Crédit photo Jean-Paul Coulange

Les grandes manœuvres ont commencé sur le front des retraites. À chacun, élu, expert, syndicat, de fourbir ses arguments. Les partisans du Grand Soir rêvent d’une réforme systémique, substituant au régime par annuités un régime par points, qui prévaut dans les retraites complémentaires. D’autres ne jurent que par le modèle suédois, où le montant de la rente est fonction du capital constitué par les cotisations salariales et de l’espérance de vie de la génération à laquelle appartient le salarié.

À défaut d’un tel aggiornamento, qui supposerait de bousculer l’actuel système hérité de l’après-guerre, les plus lucides s’en tiennent à des cocktails traditionnels. Les uns, y compris dans les rangs d’une gauche empreinte de réalisme, évoquent le relèvement de l’âge légal de départ à la retraite, les autres prônent l’allongement de la durée de cotisation.

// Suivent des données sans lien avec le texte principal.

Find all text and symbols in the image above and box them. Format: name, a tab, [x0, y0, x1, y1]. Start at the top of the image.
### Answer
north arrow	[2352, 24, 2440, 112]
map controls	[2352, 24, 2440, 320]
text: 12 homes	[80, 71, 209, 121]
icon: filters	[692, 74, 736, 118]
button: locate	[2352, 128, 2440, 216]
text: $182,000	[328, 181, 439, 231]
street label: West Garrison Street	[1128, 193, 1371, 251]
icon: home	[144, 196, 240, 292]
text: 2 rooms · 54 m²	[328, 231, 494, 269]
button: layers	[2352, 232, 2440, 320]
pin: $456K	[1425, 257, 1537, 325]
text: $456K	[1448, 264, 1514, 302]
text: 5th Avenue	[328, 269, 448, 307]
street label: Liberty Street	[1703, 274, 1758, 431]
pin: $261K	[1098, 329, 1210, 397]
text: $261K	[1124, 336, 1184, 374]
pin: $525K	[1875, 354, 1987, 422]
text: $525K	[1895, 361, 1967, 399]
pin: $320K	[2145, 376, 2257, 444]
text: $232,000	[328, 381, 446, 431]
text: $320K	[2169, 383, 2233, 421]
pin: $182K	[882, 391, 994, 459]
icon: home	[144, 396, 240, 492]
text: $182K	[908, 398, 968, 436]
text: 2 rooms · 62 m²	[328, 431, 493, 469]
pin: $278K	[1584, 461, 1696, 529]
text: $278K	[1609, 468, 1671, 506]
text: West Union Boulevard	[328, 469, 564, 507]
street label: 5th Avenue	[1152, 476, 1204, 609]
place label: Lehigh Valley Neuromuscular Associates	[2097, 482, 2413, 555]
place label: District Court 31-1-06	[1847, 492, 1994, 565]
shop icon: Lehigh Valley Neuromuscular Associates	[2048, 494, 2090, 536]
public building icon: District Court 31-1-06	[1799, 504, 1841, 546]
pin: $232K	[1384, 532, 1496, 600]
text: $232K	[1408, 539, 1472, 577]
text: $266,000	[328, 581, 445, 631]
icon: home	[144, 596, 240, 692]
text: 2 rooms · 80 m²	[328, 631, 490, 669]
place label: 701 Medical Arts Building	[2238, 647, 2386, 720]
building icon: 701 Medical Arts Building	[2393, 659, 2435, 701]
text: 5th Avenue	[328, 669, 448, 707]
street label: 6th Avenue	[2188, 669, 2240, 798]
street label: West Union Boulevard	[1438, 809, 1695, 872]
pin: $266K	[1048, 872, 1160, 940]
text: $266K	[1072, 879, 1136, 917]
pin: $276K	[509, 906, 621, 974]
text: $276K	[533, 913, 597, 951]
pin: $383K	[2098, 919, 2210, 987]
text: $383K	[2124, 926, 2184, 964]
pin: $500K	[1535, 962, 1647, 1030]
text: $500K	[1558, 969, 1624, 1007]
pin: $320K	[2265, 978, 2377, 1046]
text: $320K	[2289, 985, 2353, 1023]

Dans les grands effets de manche qui précèdent toujours les réformes, on entend reparler, ici ou là, de la pénibilité. Lors de la dernière réforme, en 2003, le mistigri avait été repassé aux partenaires sociaux. Au terme de trois années d’un dialogue de sourds, ces derniers avaient sabordé la négociation dans le courant de l’été 2008. Quant au gouvernement, qui s’était engagé à reprendre la main, il est resté, depuis, d’un silence étourdissant. L’échec de cette négociation est largement imputable au patronat, farouchement opposé au financement de retraites anticipées pour les salariés travaillant dans le froid, le bruit, exposés à de lourdes charges ou soumis à des horaires de nuit. Pas question, argumentait-on chez les employeurs, de recréer, dans le secteur privé, des régimes spéciaux.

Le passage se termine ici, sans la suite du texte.